1739-11-28, de Voltaire [François Marie Arouet] à Jean Charlotte de Viart d'Attigneville, comtesse de La Neuville.

Me voilà encore, madame, très près et très éloigné de vous; et ma destinée sera toujours avec vous de former des souhaits malheureux.
Nous arrivons à Cirey, quand vous êtes à Clairvaux, et nous allons en partir, quand vous revenez à la Neuville. Je crois bien que mme de Chastelet pourra bien reconduire mme de Richelieu jusqu'à Chaumont. Mais, pour moi, il me semble que tous les endroits où nous allons devraient être la Neuville. Il faut absolument que j'aie l'honneur de vous faire ma cour avant que je quitte la Champagne. Les bontés que m. de la Neuville et vous, et toute votre famille, avez eues pour moi si longtemps, me seront toujours présentes. Je n'ai pas un cœur fait pour les oublier. J'ai appris avec la joie la plus vive que m. de la Neuville jouit toujours d'une santé égale, que vos enfants donnent déjà des espérances, qu'ils seront dignes des soins de la plus aimable des mères.

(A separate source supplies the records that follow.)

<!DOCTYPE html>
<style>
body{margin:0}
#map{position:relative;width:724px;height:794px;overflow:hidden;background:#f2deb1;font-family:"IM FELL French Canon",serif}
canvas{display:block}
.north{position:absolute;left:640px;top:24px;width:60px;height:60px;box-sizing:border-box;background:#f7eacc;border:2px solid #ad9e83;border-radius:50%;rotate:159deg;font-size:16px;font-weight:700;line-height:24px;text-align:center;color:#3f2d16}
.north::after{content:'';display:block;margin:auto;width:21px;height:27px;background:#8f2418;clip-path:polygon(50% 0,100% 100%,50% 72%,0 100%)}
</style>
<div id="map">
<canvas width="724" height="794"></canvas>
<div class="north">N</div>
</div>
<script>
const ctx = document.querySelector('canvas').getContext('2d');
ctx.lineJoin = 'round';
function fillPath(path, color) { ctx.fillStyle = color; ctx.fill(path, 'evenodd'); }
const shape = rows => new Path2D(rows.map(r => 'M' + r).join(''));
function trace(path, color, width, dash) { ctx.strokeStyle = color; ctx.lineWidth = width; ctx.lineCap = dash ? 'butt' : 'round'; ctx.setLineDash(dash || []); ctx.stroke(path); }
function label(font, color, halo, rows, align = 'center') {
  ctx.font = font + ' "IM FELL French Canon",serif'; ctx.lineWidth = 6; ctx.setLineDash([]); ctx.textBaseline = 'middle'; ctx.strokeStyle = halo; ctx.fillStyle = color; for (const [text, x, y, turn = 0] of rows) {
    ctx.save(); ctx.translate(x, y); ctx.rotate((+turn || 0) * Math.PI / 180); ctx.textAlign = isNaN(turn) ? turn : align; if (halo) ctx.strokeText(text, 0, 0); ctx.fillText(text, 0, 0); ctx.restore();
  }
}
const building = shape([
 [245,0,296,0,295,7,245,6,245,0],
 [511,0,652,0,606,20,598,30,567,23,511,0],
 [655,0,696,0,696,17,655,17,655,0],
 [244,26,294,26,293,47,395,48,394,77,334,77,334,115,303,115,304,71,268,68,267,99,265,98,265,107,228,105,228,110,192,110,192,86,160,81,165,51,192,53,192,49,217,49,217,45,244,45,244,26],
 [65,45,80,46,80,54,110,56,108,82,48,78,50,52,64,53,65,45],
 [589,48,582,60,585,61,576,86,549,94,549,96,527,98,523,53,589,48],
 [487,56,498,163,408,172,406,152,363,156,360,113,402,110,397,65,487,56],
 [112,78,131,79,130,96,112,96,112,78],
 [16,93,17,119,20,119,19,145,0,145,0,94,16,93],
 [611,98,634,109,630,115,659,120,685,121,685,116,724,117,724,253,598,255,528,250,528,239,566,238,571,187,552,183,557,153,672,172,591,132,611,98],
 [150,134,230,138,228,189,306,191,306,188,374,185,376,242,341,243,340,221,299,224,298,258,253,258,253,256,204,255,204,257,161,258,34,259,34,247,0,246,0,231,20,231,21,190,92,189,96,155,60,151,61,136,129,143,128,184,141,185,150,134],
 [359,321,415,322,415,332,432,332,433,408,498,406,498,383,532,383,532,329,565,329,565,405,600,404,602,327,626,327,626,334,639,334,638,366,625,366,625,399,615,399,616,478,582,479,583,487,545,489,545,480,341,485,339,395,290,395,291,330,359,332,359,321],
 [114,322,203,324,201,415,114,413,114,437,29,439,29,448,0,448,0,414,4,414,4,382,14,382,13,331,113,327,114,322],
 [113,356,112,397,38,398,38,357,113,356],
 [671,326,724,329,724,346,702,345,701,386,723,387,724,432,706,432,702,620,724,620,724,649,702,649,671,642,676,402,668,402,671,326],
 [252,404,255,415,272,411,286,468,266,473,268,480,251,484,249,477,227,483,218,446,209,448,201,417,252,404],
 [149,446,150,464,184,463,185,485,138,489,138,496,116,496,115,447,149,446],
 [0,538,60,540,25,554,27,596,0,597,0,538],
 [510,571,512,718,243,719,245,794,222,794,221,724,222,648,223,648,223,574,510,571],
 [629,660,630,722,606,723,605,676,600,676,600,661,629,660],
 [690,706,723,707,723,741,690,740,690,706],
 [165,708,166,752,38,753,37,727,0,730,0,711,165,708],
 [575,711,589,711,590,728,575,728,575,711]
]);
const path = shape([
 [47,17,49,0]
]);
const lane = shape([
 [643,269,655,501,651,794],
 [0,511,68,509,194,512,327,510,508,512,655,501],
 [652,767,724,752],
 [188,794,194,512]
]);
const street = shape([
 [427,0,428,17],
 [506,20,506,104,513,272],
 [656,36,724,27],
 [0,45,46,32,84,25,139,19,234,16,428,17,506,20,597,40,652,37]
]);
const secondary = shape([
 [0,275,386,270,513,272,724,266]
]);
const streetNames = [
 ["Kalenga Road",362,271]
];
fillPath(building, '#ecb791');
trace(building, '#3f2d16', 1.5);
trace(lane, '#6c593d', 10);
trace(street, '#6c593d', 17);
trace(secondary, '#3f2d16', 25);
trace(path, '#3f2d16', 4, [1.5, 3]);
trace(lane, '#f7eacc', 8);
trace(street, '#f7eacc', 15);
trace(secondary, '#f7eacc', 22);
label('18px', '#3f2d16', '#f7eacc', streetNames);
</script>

Où est le temps, madame, où je venais en trois quarts d'heure sur l'Hirondelle, jouer aux échecs et faire des balourdises au piquet, où je passais dans votre château des temps si longs et qui me paraissaient si courts. Tout cela ne servira-t-il qu'à me condamner aux regrets. La Neuville était mon pays et Bruxelles sera mon exil. Ma seule consolation y sera de recevoir vos ordres. Comptez, madame, que vous aurez toujours en moi le serviteur le plus tendre comme le plus respectueux. Permettez que j'assure des mêmes sentiments m. de la Neuville, messieurs vos frères, mlle et mm. de Brabant, tous ceux qui ont le bonheur de vivre avec vous, partagent mes sentiments et font mon envie. Je suis madame, etc.